Task: Each line from the first line of the entries through the line holding "font-size:25px; color:#000; font-weight:700" is to be restated word for word; nothing else, and no picture, belongs in the answer.

Records contained in a dataset:
=======
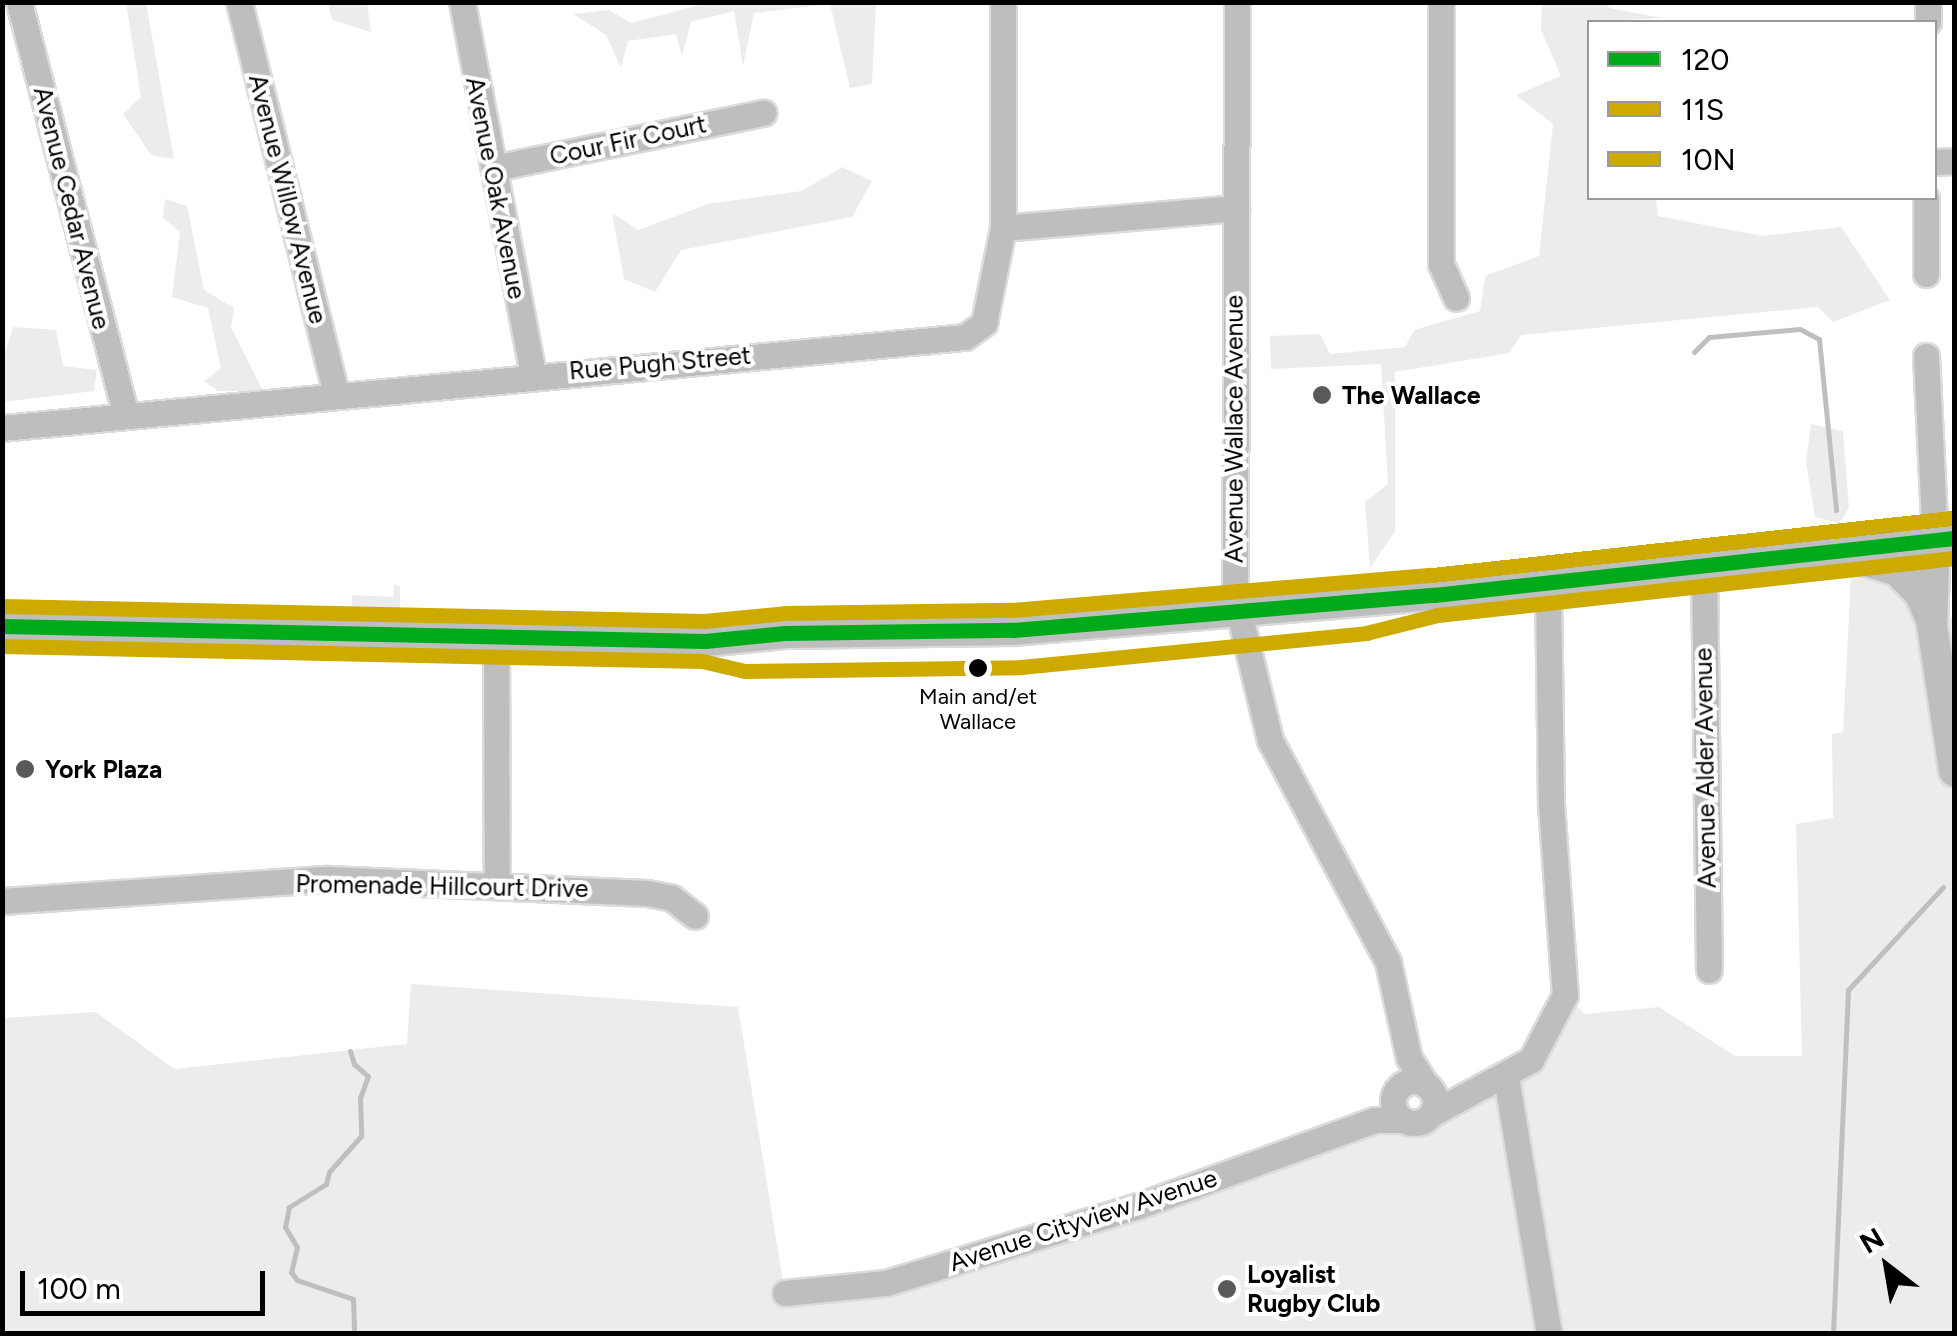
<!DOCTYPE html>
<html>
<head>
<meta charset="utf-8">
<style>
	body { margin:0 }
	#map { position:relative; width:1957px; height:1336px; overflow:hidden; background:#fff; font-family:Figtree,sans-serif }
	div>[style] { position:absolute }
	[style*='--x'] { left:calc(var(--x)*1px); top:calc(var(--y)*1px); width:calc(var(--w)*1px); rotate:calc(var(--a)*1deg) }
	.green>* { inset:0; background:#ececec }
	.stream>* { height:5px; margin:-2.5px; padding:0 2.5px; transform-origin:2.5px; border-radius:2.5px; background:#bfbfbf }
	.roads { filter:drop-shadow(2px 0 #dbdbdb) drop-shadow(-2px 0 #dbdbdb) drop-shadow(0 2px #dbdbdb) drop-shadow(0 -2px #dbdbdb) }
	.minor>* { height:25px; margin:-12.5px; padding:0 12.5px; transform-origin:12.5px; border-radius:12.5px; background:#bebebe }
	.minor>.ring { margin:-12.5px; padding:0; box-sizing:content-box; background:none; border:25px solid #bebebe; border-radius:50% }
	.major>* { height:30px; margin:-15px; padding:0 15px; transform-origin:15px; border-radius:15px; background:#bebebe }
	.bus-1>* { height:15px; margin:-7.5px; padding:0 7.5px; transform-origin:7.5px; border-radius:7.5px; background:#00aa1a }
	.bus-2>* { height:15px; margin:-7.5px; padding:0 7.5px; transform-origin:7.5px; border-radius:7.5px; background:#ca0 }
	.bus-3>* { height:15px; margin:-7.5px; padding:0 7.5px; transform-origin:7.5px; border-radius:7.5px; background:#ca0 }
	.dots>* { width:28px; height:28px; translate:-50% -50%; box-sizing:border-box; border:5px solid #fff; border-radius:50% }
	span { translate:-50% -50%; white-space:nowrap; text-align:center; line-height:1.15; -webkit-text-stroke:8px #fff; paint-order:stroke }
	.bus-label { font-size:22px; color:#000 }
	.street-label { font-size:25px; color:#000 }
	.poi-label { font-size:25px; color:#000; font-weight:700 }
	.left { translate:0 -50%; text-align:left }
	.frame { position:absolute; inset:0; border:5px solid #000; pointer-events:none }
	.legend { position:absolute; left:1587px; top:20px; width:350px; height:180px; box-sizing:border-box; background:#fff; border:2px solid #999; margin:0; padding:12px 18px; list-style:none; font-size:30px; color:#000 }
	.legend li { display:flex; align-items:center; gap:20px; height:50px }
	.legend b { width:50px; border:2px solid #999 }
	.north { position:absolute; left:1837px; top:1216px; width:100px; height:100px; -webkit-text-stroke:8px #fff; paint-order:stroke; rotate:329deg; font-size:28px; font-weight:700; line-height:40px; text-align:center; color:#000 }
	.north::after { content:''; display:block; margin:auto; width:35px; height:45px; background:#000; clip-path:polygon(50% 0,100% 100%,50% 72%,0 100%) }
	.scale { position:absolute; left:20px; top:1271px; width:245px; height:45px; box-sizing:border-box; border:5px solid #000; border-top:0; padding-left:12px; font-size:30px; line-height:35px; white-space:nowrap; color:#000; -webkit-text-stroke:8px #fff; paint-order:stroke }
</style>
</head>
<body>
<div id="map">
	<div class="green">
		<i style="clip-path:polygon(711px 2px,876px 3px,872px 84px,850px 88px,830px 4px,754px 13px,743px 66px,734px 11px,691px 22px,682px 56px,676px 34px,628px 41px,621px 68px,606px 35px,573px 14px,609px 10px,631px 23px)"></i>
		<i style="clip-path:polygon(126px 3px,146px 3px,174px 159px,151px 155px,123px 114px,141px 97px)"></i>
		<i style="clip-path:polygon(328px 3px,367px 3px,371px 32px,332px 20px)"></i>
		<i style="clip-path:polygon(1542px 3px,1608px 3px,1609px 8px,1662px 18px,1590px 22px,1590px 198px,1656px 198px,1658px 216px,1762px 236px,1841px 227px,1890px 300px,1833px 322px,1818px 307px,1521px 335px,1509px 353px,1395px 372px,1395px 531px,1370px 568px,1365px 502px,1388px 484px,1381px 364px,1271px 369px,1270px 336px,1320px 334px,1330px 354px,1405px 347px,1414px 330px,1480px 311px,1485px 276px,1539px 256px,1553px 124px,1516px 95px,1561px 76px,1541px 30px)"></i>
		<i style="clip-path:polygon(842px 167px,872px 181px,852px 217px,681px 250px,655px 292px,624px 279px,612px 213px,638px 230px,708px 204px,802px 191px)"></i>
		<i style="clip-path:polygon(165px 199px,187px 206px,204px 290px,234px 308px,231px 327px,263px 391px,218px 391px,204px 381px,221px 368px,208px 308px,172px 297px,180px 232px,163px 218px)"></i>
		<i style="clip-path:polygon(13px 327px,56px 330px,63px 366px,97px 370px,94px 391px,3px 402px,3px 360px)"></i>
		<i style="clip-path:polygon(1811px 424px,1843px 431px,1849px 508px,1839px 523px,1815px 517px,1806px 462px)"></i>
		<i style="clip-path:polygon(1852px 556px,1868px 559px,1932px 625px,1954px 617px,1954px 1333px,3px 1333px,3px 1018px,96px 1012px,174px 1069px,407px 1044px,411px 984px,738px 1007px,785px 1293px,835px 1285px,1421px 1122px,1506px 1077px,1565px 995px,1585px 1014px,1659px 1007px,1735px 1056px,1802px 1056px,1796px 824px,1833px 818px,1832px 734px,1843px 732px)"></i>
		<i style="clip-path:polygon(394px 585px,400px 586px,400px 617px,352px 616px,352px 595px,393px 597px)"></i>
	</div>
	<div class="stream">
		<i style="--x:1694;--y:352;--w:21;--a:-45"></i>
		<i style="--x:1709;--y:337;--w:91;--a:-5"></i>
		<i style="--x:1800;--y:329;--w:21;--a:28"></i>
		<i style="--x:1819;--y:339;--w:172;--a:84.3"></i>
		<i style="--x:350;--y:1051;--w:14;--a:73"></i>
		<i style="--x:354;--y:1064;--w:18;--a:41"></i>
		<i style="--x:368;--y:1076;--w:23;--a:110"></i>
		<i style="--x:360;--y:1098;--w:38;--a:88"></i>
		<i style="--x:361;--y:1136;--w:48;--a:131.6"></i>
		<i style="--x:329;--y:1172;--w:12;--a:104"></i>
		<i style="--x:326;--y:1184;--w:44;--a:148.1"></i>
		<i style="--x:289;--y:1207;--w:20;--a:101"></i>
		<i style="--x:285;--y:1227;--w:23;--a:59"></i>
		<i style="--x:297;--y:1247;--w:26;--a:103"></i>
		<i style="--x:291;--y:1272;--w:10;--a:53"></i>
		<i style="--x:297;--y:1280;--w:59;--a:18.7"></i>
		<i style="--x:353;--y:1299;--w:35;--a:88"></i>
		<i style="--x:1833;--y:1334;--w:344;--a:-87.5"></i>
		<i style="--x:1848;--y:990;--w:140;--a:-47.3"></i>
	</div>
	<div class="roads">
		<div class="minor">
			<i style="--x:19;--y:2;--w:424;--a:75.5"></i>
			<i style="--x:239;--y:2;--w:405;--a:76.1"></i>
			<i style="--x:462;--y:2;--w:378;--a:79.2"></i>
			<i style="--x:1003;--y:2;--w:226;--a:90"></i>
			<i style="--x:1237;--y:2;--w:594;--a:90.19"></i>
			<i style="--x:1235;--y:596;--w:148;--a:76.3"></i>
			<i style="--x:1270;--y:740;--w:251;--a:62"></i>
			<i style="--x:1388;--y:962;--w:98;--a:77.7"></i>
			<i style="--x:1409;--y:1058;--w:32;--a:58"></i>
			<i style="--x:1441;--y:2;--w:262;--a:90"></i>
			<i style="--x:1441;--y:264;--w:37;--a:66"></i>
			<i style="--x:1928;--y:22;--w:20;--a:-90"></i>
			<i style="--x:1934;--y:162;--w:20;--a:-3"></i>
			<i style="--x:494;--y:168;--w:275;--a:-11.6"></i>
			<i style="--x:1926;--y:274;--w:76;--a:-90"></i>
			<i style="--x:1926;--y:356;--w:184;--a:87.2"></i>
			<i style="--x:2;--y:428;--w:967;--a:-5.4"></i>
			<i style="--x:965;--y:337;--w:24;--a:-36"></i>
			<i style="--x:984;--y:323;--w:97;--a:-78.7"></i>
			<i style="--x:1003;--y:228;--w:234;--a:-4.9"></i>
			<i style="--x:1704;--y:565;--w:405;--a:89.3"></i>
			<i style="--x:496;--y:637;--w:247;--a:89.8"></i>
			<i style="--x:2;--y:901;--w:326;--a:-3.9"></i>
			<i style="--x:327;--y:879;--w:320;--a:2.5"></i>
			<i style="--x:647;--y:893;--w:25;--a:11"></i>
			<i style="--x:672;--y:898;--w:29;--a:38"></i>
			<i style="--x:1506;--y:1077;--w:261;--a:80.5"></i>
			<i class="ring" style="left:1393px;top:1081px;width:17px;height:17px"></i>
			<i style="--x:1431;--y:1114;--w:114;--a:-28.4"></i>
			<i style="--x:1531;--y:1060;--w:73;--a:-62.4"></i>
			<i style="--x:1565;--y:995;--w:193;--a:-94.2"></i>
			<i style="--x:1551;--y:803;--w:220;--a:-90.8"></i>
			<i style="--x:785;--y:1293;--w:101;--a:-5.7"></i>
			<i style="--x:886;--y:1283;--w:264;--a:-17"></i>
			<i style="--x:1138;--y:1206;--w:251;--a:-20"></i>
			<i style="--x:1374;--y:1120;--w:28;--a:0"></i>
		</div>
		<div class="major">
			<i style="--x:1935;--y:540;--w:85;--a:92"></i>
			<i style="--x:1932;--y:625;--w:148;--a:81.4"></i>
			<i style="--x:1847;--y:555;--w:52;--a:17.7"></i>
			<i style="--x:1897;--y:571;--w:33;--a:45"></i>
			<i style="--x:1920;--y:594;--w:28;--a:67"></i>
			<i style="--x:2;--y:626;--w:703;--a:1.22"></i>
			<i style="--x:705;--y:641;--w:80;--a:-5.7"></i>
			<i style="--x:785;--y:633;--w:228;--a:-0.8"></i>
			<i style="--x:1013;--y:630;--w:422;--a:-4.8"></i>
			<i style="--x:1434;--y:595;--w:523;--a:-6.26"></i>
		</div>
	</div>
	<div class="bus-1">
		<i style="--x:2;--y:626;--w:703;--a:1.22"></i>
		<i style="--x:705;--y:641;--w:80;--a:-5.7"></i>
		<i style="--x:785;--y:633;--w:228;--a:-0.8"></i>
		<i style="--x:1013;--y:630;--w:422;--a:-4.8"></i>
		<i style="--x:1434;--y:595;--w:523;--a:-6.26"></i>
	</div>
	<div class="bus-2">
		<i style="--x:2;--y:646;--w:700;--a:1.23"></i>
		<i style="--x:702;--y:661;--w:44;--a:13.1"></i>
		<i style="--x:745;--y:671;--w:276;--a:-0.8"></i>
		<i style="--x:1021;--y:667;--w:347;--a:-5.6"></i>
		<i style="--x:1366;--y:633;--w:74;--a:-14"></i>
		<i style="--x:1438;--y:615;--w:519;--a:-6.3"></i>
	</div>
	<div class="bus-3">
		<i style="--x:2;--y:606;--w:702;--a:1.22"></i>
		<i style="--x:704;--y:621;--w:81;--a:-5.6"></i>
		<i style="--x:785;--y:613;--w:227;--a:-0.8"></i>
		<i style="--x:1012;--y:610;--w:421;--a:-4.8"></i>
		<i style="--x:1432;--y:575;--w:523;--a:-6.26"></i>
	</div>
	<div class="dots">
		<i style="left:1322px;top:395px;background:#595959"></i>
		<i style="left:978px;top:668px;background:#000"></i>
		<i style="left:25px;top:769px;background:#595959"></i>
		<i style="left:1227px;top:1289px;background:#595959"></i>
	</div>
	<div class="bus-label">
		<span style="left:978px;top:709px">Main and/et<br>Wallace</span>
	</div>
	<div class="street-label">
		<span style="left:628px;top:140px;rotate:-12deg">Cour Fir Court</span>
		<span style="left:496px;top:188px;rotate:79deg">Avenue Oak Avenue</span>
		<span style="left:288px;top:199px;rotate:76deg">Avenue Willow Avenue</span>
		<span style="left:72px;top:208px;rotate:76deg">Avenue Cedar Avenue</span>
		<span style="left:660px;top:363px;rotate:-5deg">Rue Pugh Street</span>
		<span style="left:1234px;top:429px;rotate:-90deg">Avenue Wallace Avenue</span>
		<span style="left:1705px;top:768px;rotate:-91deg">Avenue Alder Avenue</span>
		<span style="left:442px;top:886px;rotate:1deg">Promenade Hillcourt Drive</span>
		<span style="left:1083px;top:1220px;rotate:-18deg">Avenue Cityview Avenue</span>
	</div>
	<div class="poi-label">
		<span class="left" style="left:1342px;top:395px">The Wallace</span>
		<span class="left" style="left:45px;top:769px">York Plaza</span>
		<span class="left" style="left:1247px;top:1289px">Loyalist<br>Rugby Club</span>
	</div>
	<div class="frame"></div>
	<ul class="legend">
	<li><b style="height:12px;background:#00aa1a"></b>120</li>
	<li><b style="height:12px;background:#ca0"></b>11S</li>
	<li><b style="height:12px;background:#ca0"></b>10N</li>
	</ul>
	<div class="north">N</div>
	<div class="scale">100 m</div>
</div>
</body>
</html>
=======
Solution to this exercise:
<!DOCTYPE html>
<html>
<head>
<meta charset="utf-8">
<style>
	body { margin:0 }
	#map { position:relative; width:1957px; height:1336px; overflow:hidden; background:#fff; font-family:Figtree,sans-serif }
	div>[style] { position:absolute }
	[style*='--x'] { left:calc(var(--x)*1px); top:calc(var(--y)*1px); width:calc(var(--w)*1px); rotate:calc(var(--a)*1deg) }
	.green>* { inset:0; background:#ececec }
	.stream>* { height:5px; margin:-2.5px; padding:0 2.5px; transform-origin:2.5px; border-radius:2.5px; background:#bfbfbf }
	.roads { filter:drop-shadow(2px 0 #dbdbdb) drop-shadow(-2px 0 #dbdbdb) drop-shadow(0 2px #dbdbdb) drop-shadow(0 -2px #dbdbdb) }
	.minor>* { height:25px; margin:-12.5px; padding:0 12.5px; transform-origin:12.5px; border-radius:12.5px; background:#bebebe }
	.minor>.ring { margin:-12.5px; padding:0; box-sizing:content-box; background:none; border:25px solid #bebebe; border-radius:50% }
	.major>* { height:30px; margin:-15px; padding:0 15px; transform-origin:15px; border-radius:15px; background:#bebebe }
	.bus-1>* { height:15px; margin:-7.5px; padding:0 7.5px; transform-origin:7.5px; border-radius:7.5px; background:#00aa1a }
	.bus-2>* { height:15px; margin:-7.5px; padding:0 7.5px; transform-origin:7.5px; border-radius:7.5px; background:#ca0 }
	.bus-3>* { height:15px; margin:-7.5px; padding:0 7.5px; transform-origin:7.5px; border-radius:7.5px; background:#ca0 }
	.dots>* { width:28px; height:28px; translate:-50% -50%; box-sizing:border-box; border:5px solid #fff; border-radius:50% }
	span { translate:-50% -50%; white-space:nowrap; text-align:center; line-height:1.15; -webkit-text-stroke:8px #fff; paint-order:stroke }
	.bus-label { font-size:22px; color:#000 }
	.street-label { font-size:25px; color:#000 }
	.poi-label { font-size:25px; color:#000; font-weight:700 }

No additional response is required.